Exercise
Search the data for the string "body" and copy each line in which it appears.
*** Opening Input data ***
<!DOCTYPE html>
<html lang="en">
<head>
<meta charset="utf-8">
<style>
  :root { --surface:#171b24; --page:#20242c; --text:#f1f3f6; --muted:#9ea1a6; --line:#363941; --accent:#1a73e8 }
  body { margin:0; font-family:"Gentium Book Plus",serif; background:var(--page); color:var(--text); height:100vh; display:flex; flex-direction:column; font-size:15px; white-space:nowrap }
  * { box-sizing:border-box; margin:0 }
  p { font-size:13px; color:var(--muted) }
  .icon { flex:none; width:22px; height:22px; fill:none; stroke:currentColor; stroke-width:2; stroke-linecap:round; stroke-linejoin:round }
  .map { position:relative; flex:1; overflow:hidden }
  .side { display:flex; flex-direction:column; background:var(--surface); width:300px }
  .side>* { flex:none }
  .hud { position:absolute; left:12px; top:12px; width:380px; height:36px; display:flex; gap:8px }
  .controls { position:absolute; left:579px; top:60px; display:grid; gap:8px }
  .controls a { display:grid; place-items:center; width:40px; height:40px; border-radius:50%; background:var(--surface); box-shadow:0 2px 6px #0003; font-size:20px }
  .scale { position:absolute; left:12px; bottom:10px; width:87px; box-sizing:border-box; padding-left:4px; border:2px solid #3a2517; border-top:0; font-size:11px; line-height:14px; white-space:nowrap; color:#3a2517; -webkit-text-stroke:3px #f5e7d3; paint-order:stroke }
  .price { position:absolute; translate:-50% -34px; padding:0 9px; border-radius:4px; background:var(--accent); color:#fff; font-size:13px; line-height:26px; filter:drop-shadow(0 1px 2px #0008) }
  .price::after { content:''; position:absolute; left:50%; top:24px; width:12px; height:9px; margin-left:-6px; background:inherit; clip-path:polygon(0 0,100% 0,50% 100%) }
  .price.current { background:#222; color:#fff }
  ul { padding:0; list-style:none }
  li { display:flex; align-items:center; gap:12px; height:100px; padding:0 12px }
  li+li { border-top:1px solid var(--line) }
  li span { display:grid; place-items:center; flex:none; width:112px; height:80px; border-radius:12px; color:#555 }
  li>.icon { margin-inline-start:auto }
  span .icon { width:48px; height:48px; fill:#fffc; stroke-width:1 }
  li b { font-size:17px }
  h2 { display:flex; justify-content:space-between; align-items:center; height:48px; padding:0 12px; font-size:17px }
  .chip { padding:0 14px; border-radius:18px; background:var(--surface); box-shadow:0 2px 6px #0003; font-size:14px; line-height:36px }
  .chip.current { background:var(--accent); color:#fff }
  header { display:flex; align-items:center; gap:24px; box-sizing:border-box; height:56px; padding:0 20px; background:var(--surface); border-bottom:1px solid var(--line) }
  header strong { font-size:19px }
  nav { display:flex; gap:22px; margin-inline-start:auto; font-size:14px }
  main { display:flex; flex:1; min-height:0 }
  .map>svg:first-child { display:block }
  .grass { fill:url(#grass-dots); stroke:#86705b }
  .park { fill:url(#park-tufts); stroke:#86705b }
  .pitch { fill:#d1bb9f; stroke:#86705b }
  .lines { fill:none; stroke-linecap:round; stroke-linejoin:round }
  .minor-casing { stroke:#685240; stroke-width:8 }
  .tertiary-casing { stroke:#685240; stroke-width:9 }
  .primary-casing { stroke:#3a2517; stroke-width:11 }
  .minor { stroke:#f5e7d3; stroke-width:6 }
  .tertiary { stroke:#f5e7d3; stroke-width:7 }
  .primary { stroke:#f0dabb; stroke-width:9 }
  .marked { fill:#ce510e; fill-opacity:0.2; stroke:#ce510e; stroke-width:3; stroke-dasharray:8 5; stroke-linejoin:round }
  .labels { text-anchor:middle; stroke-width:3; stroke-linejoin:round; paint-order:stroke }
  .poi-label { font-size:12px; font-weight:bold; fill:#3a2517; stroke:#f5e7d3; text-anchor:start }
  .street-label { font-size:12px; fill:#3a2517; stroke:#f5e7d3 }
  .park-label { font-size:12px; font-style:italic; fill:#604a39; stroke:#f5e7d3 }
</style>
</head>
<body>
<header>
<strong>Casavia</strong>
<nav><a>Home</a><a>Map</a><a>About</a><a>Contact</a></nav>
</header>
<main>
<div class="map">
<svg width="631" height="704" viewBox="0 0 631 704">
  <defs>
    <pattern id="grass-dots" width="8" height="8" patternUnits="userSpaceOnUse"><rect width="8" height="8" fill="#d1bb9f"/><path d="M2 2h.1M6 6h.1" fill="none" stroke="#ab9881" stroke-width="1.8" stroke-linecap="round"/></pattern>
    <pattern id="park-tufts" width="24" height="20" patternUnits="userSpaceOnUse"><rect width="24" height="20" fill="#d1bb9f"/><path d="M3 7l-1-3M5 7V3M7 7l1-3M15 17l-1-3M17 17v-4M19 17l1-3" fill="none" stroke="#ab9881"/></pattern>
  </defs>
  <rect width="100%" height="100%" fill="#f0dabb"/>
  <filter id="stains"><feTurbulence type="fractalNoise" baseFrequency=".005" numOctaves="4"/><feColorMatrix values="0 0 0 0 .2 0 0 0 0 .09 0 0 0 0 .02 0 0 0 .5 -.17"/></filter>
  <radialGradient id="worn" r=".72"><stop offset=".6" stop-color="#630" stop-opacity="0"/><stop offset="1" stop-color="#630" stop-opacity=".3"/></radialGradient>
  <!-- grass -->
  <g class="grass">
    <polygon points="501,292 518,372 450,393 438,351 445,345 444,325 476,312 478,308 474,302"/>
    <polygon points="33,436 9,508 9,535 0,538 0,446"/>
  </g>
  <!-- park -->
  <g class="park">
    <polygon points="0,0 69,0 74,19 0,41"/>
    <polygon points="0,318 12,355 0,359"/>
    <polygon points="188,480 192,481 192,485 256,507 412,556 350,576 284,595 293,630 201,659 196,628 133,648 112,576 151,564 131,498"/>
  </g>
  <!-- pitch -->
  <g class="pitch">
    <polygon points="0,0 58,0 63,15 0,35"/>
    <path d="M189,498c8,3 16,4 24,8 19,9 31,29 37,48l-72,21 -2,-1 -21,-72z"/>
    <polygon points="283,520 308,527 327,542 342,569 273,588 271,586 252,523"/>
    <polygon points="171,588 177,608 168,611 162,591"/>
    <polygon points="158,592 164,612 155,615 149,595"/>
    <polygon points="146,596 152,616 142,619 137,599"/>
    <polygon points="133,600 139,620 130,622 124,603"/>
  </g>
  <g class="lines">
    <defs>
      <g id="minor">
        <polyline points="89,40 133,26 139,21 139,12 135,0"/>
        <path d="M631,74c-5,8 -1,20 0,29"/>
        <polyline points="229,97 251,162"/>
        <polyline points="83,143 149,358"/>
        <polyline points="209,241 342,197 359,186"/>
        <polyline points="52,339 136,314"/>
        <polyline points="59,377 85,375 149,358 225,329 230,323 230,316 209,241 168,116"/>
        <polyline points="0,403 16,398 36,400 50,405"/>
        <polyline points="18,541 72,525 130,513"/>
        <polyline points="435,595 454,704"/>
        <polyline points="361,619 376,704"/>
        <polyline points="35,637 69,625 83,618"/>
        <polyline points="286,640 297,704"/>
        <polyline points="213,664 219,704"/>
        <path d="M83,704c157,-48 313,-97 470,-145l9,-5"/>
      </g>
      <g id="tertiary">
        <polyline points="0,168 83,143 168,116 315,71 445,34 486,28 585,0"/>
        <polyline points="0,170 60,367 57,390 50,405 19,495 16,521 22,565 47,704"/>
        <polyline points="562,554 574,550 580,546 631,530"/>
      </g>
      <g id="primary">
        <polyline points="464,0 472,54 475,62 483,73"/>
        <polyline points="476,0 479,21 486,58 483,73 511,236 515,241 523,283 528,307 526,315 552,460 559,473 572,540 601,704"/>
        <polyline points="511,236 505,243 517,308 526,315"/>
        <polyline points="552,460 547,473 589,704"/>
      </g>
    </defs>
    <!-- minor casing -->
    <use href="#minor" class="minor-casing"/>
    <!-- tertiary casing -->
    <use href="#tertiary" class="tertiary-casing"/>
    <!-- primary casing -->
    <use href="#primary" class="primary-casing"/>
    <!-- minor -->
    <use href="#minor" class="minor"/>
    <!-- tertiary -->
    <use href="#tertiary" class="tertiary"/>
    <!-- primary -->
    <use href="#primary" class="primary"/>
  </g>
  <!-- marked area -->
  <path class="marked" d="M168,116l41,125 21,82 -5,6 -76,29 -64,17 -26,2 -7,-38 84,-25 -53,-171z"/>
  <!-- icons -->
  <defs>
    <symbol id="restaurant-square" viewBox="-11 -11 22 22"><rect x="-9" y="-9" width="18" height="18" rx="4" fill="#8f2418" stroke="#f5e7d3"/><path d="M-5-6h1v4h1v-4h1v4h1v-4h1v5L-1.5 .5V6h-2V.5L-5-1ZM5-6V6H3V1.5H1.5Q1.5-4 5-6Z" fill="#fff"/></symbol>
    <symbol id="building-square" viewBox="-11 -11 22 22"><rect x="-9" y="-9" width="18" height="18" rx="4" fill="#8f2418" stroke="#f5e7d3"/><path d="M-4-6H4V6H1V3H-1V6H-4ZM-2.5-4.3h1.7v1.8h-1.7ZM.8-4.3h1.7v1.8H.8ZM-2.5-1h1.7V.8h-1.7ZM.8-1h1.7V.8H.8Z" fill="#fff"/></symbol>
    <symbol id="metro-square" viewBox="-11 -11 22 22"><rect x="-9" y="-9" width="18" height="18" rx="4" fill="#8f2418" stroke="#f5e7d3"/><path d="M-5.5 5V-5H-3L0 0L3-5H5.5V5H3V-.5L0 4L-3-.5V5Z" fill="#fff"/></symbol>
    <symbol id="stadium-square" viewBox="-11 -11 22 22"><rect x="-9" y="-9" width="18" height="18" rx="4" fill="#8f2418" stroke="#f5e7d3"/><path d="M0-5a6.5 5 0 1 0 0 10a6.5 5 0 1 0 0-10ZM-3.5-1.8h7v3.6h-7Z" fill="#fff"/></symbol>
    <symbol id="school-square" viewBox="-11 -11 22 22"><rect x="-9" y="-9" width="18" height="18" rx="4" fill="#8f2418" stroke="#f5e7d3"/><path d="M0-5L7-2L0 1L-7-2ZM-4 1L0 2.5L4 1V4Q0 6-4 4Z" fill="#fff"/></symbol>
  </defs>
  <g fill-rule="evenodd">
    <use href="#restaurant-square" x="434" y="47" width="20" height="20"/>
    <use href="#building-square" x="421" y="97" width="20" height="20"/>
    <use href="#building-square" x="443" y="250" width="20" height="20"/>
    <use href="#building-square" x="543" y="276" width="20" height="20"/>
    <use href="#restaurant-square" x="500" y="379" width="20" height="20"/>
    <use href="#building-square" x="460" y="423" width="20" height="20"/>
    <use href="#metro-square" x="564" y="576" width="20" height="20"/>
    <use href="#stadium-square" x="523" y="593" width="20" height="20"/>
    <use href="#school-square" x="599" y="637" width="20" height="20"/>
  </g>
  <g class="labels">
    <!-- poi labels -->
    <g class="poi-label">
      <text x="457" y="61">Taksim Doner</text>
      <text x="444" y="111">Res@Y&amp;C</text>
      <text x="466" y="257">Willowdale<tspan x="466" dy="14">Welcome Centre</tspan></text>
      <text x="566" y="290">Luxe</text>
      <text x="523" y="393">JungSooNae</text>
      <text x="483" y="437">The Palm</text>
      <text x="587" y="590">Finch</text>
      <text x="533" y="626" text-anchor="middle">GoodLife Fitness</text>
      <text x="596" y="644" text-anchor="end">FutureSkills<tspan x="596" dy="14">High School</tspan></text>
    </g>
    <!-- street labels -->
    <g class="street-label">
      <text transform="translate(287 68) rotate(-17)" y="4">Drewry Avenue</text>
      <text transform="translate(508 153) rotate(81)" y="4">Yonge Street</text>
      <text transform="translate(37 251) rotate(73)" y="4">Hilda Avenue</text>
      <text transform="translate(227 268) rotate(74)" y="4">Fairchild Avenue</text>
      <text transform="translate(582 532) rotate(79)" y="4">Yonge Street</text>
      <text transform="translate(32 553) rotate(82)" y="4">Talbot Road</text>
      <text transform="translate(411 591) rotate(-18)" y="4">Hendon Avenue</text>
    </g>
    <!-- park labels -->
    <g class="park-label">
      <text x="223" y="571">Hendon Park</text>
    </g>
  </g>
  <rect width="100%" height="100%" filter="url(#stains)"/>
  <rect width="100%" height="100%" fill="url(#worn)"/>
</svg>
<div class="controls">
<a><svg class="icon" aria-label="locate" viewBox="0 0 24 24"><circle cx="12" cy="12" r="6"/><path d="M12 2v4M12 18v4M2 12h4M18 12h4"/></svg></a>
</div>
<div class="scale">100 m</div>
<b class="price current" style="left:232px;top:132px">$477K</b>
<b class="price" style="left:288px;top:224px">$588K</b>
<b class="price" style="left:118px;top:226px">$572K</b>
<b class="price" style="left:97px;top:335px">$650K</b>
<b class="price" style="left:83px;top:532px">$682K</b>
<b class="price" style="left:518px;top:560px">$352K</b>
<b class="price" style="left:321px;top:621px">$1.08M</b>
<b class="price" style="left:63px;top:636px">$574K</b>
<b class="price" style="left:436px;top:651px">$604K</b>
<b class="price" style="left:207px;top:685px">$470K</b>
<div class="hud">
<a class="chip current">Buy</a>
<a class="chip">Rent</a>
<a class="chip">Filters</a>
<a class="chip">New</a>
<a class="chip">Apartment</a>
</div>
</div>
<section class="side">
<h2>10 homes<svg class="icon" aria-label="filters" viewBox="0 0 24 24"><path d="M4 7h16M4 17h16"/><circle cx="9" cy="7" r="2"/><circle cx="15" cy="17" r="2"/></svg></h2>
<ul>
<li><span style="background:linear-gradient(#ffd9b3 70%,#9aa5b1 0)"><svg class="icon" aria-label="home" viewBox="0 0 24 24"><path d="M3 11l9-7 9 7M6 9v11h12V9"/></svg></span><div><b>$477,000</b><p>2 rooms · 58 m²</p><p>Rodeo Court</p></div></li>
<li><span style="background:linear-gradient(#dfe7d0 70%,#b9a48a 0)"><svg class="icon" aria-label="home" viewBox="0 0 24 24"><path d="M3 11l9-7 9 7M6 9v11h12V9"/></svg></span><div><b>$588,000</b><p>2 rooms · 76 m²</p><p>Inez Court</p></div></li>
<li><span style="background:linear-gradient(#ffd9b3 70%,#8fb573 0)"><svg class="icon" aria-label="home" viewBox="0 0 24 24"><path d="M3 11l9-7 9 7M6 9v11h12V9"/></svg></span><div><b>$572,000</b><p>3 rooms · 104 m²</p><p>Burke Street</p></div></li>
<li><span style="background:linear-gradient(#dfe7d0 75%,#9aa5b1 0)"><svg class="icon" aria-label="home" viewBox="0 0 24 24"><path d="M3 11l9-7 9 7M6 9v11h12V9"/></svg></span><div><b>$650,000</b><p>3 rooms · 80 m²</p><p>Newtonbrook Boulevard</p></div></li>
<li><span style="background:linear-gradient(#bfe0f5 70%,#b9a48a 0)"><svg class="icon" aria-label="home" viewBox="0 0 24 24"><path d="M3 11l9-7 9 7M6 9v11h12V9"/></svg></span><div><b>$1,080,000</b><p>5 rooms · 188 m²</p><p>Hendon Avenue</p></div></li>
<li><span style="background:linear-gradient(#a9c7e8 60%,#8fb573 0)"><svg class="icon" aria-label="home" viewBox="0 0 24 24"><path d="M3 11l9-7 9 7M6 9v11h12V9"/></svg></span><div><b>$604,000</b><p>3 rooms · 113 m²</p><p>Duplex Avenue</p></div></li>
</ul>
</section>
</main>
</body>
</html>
*** Closing Input data ***
Answer box
  body { margin:0; font-family:"Gentium Book Plus",serif; background:var(--page); color:var(--text); height:100vh; display:flex; flex-direction:column; font-size:15px; white-space:nowrap }
<body>
</body>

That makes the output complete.